**Exercise directions**
The full listing is needed, transcribed word for word.
===
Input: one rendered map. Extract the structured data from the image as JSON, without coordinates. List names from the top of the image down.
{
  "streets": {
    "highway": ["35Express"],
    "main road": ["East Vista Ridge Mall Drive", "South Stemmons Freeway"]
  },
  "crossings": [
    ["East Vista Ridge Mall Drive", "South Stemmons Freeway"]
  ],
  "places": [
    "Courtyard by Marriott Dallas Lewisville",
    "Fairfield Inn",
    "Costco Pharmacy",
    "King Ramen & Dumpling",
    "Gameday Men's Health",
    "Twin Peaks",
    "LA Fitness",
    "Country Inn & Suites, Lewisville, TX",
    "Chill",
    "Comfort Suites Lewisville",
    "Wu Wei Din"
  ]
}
===
**Task answer**
Input: one rendered map. Extract the structured data from the image as JSON, without coordinates. List names from the top of the image down.
{
  "streets": {
    "highway": ["35Express"],
    "main road": ["East Vista Ridge Mall Drive", "South Stemmons Freeway"]
  },
  "crossings": [
    ["East Vista Ridge Mall Drive", "South Stemmons Freeway"]
  ],
  "places": [
    "Courtyard by Marriott Dallas Lewisville",
    "Fairfield Inn",
    "Costco Pharmacy",
    "King Ramen & Dumpling",
    "Gameday Men's Health",
    "Twin Peaks",
    "LA Fitness",
    "Country Inn & Suites, Lewisville, TX",
    "Chill",
    "Comfort Suites Lewisville",
    "Wu Wei Din"
  ]
}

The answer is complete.